As the huge mass continued to shrink or contract, its rotation began to gradually increase until at last its centrifugal force was sufficiently great to cause it to bulge out at the equator, so as at last to separate a ring of gaseous matter. This ring was left behind by the sun, as it continued cooling, and formed the first planet that was born into the solar system. The ring might have continued to revolve around the sun for a time, and would, of course, revolve in the same direction as that in which the sun was rotating, that is, from west to east. Eventually, however, it broke up into smaller fragments, that afterwards collected in a single body, and, assuming a globe-like shape of the planet, formed the planet Neptune. Necessarily, too, the planet so formed not only would revolve in its orbit from west to east in the same direction in which the sun was revolving on its axis, but would also rotate or spin on its axis in the same direction.

After, in this way, throwing off the first planet, the central sun continued to cool and grow smaller, until the increase in the rate of its rotation was again such as to permit its centrifugal force to form a second ring around its equator, which being left as the sun continued to contract, gave rise to another planet, or to Uranus, and so on until the four major planets and the four minor planets were born.

According to this hypothesis, the planet that was first born was the planet that is farthest from the sun, that is, Neptune, and the planet last born must have been the nearest planet, Mercury.

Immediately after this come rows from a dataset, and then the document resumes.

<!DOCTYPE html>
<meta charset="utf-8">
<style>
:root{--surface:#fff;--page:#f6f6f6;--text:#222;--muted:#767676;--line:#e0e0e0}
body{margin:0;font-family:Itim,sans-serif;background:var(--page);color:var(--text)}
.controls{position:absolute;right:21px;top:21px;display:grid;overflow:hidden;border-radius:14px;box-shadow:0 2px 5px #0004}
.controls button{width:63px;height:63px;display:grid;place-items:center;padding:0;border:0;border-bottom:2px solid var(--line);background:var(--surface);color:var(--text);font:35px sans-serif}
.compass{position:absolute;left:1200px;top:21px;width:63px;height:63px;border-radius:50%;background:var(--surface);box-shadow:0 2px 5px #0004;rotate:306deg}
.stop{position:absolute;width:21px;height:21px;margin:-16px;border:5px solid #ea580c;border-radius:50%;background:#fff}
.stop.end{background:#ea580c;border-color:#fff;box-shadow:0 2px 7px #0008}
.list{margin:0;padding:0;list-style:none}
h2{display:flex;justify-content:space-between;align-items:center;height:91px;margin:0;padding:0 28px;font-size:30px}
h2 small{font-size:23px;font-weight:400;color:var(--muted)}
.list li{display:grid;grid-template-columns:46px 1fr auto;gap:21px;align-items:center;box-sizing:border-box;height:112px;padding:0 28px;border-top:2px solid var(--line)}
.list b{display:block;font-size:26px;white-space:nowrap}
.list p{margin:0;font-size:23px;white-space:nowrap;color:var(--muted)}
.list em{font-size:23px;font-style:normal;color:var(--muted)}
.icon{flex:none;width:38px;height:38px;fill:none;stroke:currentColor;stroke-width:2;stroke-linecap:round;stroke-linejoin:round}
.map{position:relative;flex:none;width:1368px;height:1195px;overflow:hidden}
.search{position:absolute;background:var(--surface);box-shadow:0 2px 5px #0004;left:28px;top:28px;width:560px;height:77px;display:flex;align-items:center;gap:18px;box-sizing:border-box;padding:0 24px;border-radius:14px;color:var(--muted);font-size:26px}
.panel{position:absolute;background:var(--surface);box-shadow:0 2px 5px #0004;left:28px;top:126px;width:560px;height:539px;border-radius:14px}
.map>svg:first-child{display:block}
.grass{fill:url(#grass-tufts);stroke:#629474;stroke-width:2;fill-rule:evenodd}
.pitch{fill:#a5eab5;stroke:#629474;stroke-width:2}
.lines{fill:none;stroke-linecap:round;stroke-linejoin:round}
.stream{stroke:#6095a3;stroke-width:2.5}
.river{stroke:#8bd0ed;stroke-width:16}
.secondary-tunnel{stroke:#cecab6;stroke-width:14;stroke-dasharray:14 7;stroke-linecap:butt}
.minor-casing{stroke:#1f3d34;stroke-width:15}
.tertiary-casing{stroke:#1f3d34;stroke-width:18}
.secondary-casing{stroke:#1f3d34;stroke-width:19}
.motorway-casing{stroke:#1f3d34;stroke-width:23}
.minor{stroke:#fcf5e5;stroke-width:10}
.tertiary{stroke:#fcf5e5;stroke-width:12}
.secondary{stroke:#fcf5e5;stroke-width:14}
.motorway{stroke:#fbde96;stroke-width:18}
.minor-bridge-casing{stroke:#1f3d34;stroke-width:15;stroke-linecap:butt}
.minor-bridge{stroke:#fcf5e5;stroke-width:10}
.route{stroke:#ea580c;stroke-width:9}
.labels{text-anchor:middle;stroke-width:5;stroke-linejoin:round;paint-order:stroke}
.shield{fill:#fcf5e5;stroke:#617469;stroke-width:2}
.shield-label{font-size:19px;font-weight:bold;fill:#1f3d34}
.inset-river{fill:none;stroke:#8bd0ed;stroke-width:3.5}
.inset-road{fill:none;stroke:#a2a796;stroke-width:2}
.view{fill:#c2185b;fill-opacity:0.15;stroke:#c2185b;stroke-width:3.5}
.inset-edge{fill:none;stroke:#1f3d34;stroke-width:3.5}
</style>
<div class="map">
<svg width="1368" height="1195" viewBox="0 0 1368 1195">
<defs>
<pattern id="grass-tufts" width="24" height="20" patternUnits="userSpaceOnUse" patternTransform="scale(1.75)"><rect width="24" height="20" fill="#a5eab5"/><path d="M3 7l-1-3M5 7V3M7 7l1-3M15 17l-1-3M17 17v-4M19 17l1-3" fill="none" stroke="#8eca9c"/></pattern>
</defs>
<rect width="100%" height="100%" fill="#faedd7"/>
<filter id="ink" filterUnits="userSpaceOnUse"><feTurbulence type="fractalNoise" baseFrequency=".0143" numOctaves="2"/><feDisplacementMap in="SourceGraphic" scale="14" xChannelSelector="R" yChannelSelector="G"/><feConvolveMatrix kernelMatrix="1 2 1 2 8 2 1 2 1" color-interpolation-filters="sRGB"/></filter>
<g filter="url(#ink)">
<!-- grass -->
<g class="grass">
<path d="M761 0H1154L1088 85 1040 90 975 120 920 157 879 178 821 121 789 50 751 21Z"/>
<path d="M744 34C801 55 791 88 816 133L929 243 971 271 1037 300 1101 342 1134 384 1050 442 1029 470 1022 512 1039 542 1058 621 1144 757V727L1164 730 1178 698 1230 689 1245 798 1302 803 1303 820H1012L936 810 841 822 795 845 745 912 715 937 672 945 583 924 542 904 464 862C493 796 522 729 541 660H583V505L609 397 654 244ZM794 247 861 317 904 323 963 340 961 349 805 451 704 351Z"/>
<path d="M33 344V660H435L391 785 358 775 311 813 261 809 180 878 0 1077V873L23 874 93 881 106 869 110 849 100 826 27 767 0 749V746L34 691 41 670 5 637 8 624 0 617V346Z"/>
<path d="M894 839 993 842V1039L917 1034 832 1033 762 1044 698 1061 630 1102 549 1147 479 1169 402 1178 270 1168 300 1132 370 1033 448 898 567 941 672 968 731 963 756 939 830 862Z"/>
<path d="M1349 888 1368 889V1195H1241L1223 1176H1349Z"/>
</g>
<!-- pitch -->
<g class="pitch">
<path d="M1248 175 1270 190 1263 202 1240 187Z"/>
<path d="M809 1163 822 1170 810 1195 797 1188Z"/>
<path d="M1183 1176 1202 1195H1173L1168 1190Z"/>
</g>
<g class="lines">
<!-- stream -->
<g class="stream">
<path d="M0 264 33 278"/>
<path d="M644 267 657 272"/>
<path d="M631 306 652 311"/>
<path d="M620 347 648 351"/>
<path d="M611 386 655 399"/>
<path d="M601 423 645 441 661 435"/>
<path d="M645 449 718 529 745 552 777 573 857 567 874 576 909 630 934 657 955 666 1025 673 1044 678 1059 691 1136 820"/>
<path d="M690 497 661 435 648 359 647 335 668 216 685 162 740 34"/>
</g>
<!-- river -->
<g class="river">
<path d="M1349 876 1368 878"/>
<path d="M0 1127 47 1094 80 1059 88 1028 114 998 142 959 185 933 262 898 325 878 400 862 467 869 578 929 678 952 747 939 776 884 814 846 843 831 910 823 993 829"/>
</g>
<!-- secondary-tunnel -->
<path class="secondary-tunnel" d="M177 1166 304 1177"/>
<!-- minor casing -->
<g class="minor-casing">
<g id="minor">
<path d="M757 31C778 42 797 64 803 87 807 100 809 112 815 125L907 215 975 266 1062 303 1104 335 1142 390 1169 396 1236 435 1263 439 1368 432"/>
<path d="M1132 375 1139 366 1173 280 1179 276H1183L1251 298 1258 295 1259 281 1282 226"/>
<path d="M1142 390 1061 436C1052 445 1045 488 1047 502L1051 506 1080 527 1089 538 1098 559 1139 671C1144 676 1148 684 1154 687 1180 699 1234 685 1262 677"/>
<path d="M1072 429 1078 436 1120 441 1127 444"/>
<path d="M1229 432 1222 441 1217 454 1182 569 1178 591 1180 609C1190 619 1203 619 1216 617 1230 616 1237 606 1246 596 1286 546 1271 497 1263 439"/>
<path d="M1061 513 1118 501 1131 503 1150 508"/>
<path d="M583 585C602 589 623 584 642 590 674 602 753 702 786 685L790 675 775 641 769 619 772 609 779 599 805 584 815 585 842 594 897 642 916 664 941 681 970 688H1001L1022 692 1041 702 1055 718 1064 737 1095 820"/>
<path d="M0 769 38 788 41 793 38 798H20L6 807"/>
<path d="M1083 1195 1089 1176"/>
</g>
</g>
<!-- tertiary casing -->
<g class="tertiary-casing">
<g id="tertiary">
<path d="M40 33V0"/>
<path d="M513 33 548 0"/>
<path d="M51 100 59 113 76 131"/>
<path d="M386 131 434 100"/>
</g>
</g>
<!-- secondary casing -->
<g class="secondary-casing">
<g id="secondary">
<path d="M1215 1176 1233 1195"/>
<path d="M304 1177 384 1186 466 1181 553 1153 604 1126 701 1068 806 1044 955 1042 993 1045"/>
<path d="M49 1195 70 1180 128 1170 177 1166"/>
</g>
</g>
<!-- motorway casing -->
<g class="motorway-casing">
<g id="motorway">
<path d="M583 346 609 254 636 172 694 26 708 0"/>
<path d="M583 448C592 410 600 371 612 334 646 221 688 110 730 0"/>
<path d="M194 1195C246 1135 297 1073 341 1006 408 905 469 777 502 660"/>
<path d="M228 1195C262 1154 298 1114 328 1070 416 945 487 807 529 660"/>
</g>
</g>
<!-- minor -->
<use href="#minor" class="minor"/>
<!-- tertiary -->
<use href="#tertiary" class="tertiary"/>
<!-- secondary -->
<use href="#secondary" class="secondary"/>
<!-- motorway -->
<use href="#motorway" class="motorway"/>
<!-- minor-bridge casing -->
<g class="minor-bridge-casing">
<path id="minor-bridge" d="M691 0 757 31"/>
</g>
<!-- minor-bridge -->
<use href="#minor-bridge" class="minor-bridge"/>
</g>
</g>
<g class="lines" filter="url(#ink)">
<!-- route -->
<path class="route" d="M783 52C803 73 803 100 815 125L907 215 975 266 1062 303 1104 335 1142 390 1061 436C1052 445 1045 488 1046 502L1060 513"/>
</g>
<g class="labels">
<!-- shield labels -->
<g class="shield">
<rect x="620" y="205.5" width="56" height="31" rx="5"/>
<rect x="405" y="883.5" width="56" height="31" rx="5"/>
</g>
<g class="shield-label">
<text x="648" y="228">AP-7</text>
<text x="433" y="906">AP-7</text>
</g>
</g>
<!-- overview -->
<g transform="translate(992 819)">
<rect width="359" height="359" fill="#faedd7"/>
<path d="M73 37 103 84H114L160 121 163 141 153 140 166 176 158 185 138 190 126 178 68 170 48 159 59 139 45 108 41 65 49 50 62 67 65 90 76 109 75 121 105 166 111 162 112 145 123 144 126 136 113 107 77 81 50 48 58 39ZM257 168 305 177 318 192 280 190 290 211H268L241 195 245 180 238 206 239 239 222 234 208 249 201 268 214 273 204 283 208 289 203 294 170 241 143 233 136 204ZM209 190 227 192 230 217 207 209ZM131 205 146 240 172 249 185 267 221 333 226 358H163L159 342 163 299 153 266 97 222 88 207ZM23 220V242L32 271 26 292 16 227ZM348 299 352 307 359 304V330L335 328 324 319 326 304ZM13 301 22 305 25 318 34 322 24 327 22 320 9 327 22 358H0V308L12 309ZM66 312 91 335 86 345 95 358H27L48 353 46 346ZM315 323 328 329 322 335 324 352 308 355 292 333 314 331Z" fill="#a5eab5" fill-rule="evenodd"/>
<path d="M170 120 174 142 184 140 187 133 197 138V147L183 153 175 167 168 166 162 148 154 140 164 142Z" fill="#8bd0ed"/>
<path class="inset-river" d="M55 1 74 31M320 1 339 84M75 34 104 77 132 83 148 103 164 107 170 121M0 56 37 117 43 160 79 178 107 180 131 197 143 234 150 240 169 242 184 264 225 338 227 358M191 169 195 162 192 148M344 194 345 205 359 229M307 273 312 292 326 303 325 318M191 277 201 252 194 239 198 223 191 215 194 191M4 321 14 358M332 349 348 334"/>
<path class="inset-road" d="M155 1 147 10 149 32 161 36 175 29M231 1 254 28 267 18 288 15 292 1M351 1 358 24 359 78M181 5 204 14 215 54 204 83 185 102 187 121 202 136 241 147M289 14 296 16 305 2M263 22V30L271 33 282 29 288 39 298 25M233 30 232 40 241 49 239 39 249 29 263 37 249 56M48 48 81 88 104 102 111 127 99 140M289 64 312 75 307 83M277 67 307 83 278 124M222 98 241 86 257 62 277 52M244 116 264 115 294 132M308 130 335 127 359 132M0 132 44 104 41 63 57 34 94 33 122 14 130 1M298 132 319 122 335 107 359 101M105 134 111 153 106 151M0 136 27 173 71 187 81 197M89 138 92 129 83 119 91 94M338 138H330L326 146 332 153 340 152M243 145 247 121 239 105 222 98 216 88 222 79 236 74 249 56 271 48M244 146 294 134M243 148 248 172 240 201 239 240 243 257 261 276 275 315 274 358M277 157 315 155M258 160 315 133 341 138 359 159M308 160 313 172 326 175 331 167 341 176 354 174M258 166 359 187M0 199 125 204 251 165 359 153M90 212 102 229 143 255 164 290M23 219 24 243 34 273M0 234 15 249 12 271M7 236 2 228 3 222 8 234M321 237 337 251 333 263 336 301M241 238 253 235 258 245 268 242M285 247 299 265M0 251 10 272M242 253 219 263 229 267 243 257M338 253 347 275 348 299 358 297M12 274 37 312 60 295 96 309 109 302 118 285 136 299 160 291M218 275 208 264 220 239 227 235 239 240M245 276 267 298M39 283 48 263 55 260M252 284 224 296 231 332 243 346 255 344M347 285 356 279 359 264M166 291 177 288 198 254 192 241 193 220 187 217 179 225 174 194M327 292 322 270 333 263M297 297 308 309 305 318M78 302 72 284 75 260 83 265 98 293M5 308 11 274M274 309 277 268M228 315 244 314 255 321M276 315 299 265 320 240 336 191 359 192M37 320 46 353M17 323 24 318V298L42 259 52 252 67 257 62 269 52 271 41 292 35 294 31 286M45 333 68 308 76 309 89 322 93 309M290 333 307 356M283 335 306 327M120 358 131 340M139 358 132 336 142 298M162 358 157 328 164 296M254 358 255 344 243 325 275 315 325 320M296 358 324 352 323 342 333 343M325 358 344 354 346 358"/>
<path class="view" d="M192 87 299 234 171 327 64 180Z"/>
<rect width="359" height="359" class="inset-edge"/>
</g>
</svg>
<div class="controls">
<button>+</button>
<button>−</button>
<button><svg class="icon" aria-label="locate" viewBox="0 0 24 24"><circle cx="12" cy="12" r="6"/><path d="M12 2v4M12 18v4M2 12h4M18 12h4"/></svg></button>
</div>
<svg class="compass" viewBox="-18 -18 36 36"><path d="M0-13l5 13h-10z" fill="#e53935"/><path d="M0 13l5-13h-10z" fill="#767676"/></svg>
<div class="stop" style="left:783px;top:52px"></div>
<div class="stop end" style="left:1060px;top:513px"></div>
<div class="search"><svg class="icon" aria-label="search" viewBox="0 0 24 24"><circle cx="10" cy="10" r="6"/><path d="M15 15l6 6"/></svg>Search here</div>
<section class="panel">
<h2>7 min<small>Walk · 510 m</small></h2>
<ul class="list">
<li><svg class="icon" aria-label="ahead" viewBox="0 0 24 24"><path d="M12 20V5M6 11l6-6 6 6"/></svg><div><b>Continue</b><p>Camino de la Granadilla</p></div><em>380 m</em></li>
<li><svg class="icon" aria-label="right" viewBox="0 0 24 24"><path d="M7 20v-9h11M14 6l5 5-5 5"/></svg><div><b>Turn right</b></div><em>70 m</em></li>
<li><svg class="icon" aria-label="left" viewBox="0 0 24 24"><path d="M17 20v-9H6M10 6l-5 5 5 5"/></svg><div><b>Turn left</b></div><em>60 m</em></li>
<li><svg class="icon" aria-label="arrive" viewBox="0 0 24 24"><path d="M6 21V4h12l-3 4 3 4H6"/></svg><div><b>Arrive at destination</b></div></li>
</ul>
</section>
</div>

But while all this planet forming was going on, the separate planets also continued to shrink, and, therefore, began to rotate more rapidly on their axes. Under the influence of the centrifugal force, ring-like masses began to form around their equators, and these masses left by the planet constituted their moons or satellites. As you can see, according to this hypothesis, just as the planets would all revolve in their orbits from west to east, and rotate on their axes in the same direction as the sun, so, too, the moons or satellites of the planets would also rotate on their axes, from east to west, and revolve in their orbits in the same direction.

In order to show the extent to which LaPlace's nebular hypothesis explains the peculiarities of the solar system, we must inquire what are the most important of these peculiarities. We will take these from Young's general book on Astronomy, from which most of the facts in this chapter have been condensed. They are as follows:

The orbits of nearly all the planets and their satellites are nearly circular; they are all in the same plane; and all revolve in the same direction. They are, moreover, with the single exception of Neptune, arranged at distances from the sun in accordance with Bode's Law.

All the planets increase in both directions, towards and from the sun, in density from Saturn, the least dense.

All the planets, with the exception probably of Uranus, rotate in a plane that is nearly the same as the plane of the orbit in which they revolve. Moreover, with the exception of probably both Uranus and Neptune, all the planets rotate in the same direction as that in which they revolve.

The satellites revolve in orbits whose planes nearly coincide with the plane of the planets' rotation, while the direction of the revolution of the satellites is the same as that in which their planets revolve.